An important factor in the speed of development, cost, and availability of future stem cell therapies is the existence of an efficient, reliable way to create large numbers of the specific cell types needed. This is one of the main limiting factors for many areas of medical development in cell-based regenerative medicine. Here, researchers establish a methodology for generation of photoreceptor cells that could be used to rebuild retinal tissue, which is good news for progress towards regenerative therapies for conditions such as macular degeneration:
Age-related macular degeneration (ARMD) is due to the degeneration of the macula, which is the central part of the retina that enables the majority of eyesight. This degeneration is caused by the destruction of the cones and cells in the retinal pigment epithelium (RPE), a tissue that is responsible for the reparation of the visual cells in the retina and for the elimination of cells that are too worn out. However, there is only so much reparation that can be done as we are born with a fixed number of cones. They therefore cannot naturally be replaced. Moreover, as we age, the RPE's maintenance is less and less effective - waste accumulates, forming deposits.

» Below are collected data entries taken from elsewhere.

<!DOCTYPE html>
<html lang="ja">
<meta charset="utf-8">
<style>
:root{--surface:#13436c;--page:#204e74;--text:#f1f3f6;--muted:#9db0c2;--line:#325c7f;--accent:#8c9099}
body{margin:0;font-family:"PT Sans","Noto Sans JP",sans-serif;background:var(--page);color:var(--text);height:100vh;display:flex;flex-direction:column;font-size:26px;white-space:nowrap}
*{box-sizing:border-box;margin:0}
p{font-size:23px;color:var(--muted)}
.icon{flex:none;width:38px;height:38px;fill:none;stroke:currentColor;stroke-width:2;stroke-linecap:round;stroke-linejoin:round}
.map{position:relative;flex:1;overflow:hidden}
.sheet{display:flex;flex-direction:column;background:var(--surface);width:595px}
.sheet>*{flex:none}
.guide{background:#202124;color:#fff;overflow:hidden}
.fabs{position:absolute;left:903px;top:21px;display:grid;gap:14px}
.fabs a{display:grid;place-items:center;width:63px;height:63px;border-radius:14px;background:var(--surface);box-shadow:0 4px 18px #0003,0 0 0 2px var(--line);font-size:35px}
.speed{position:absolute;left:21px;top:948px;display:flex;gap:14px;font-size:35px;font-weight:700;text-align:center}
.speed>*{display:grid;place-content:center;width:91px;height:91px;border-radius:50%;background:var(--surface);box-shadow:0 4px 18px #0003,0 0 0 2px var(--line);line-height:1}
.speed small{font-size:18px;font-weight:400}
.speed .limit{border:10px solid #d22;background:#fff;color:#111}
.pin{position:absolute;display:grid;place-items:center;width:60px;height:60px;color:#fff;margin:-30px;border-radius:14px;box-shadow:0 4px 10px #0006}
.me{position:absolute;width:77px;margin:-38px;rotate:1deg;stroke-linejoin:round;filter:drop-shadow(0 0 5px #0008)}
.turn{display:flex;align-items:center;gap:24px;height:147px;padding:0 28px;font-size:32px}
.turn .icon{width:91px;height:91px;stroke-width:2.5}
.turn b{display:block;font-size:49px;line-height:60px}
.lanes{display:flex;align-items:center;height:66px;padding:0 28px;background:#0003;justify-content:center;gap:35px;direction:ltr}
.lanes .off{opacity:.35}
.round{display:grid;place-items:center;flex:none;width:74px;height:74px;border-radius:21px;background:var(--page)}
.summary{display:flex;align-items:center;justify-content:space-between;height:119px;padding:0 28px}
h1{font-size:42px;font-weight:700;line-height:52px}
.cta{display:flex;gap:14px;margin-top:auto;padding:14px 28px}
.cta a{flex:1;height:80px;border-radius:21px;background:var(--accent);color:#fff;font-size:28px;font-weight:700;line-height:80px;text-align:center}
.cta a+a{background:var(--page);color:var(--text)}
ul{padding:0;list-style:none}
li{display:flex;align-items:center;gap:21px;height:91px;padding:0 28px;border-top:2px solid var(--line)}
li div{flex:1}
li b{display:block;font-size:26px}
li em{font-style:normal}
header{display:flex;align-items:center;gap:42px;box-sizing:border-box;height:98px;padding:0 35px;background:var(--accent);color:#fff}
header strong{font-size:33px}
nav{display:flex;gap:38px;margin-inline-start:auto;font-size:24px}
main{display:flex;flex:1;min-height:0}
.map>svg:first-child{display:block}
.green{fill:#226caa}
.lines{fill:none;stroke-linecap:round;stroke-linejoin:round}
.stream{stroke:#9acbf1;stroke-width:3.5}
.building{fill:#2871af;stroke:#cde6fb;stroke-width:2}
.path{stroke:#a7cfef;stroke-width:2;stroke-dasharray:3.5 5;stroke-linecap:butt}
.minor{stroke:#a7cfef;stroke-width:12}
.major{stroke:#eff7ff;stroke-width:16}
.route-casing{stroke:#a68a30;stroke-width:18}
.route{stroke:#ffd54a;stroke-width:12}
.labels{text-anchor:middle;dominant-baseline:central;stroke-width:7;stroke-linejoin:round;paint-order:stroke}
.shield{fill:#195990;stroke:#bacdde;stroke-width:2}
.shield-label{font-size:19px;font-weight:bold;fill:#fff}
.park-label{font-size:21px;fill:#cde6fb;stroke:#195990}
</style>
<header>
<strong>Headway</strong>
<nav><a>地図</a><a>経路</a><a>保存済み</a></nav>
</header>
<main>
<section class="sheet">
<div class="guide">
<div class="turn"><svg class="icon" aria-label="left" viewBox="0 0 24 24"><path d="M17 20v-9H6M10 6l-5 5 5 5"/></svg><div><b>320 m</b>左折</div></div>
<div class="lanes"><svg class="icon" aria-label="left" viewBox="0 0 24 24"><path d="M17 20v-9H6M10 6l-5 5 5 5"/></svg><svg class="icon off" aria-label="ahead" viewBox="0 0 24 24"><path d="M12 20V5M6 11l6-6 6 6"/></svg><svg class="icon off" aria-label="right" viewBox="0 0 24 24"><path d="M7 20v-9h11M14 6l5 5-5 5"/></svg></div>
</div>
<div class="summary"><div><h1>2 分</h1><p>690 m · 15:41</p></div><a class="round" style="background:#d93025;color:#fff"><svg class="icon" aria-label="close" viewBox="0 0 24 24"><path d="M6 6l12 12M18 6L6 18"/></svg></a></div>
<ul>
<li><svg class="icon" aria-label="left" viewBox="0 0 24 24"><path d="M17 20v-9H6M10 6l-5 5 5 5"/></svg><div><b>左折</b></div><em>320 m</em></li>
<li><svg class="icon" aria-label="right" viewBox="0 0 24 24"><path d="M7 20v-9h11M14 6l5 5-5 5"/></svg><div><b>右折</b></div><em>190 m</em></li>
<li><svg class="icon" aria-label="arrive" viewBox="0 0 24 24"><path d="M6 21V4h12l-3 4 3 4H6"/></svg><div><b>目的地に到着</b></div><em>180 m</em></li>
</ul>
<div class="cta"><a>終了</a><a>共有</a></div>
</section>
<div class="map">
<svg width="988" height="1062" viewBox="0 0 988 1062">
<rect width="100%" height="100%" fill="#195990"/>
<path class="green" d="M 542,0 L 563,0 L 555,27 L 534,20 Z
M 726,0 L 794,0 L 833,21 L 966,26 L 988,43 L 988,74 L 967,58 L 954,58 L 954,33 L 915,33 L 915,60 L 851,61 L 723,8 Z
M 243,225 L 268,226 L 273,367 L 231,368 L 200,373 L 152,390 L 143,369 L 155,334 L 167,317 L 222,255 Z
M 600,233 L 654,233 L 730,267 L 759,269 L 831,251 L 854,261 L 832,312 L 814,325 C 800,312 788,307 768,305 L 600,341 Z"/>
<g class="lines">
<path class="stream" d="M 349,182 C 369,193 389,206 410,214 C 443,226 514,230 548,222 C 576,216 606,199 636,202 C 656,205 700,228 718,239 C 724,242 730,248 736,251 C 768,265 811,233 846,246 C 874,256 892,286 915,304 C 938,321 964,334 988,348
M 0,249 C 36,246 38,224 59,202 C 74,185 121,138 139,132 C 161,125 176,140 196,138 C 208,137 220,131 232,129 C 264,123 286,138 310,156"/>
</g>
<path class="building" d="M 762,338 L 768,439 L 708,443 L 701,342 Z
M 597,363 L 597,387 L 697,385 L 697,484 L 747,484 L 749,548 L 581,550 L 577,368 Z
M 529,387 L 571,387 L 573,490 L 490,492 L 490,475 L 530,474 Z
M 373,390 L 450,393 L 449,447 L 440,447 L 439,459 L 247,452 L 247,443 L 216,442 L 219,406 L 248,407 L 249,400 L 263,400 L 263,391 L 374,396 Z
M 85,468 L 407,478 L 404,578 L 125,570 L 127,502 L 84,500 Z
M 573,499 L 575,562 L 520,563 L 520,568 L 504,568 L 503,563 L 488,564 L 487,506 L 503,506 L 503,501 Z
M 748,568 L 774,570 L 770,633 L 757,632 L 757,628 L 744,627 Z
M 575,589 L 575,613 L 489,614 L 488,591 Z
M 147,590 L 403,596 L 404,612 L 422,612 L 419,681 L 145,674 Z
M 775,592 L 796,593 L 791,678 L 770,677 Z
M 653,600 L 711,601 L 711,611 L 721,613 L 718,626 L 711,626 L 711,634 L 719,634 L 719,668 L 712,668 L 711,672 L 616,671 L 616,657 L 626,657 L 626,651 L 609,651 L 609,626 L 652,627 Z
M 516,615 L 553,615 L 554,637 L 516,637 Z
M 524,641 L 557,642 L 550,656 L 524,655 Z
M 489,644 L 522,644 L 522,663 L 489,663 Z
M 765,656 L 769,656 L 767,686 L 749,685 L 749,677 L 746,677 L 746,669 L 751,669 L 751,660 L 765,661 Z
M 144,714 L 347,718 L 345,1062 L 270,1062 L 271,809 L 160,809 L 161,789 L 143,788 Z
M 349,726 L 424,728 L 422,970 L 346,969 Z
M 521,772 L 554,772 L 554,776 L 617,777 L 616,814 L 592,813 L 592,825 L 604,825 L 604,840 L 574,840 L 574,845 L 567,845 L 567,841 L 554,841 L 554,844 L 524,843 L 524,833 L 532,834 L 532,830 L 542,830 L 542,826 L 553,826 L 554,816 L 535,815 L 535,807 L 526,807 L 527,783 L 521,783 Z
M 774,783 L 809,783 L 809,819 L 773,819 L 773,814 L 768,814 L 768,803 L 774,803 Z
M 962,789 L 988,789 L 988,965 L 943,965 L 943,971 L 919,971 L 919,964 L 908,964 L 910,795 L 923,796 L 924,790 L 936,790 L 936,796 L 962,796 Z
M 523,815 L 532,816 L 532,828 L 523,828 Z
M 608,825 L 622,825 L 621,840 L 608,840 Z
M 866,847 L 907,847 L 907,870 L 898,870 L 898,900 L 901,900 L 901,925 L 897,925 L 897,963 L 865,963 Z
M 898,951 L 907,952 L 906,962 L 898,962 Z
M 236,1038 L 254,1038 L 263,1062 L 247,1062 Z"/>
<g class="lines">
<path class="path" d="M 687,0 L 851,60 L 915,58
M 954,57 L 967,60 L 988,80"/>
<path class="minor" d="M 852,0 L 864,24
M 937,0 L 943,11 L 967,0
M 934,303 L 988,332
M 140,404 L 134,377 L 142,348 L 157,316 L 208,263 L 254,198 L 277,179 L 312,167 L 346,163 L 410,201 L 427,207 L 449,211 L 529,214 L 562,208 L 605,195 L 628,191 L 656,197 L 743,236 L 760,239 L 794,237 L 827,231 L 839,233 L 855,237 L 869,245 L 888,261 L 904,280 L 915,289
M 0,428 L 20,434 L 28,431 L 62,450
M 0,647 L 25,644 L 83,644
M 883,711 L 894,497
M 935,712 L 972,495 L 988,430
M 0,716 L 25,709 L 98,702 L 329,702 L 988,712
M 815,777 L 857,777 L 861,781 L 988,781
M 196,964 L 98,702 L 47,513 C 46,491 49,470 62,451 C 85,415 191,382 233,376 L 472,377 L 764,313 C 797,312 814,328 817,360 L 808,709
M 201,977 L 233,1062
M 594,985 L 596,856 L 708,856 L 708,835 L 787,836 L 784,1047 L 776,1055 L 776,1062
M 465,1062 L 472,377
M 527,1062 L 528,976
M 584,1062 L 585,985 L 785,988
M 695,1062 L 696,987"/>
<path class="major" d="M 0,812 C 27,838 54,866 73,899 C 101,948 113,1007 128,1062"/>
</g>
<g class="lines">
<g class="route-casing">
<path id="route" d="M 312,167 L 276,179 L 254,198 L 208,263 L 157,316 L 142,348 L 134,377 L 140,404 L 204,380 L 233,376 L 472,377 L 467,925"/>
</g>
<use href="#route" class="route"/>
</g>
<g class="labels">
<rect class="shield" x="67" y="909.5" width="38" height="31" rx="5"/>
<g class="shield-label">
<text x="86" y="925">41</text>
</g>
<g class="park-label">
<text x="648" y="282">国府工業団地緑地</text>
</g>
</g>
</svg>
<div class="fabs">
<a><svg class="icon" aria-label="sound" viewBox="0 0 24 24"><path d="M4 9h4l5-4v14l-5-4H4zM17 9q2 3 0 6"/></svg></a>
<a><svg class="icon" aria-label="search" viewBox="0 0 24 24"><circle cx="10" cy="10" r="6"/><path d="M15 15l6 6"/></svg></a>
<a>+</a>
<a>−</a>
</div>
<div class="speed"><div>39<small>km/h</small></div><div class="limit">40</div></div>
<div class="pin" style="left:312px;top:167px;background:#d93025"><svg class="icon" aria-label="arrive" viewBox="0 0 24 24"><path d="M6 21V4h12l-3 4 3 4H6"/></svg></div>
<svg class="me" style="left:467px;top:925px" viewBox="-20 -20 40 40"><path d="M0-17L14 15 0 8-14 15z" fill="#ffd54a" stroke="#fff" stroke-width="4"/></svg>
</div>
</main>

A research team has developed a highly effective in vitro technique for producing light sensitive retina cells from human embryonic stem cells. "Our method has the capacity to differentiate 80% of the stem cells into pure cones. Within 45 days, the cones that we allowed to grow towards confluence spontaneously formed organised retinal tissue that was 150 microns thick. This has never been achieved before."
In order to verify the technique, researchers injected clusters of retinal cells into the eyes of healthy mice. The transplanted photoreceptors migrated naturally within the retina of their host. "Cone transplant represents a therapeutic solution for retinal pathologies caused by the degeneration of photoreceptor cells. To date, it has been difficult to obtain great quantities of human cones." The discovery offers a way to overcome this problem, offering hope that treatments may be developed for currently non-curable degenerative diseases, like Stargardt disease and ARMD. "Researchers have been trying to achieve this kind of trial for years. Thanks to our simple and effective approach, any laboratory in the world will now be able to create masses of photoreceptors. Even if there's a long way to go before launching clinical trials, this means, in theory, that will be eventually be able to treat countless patients."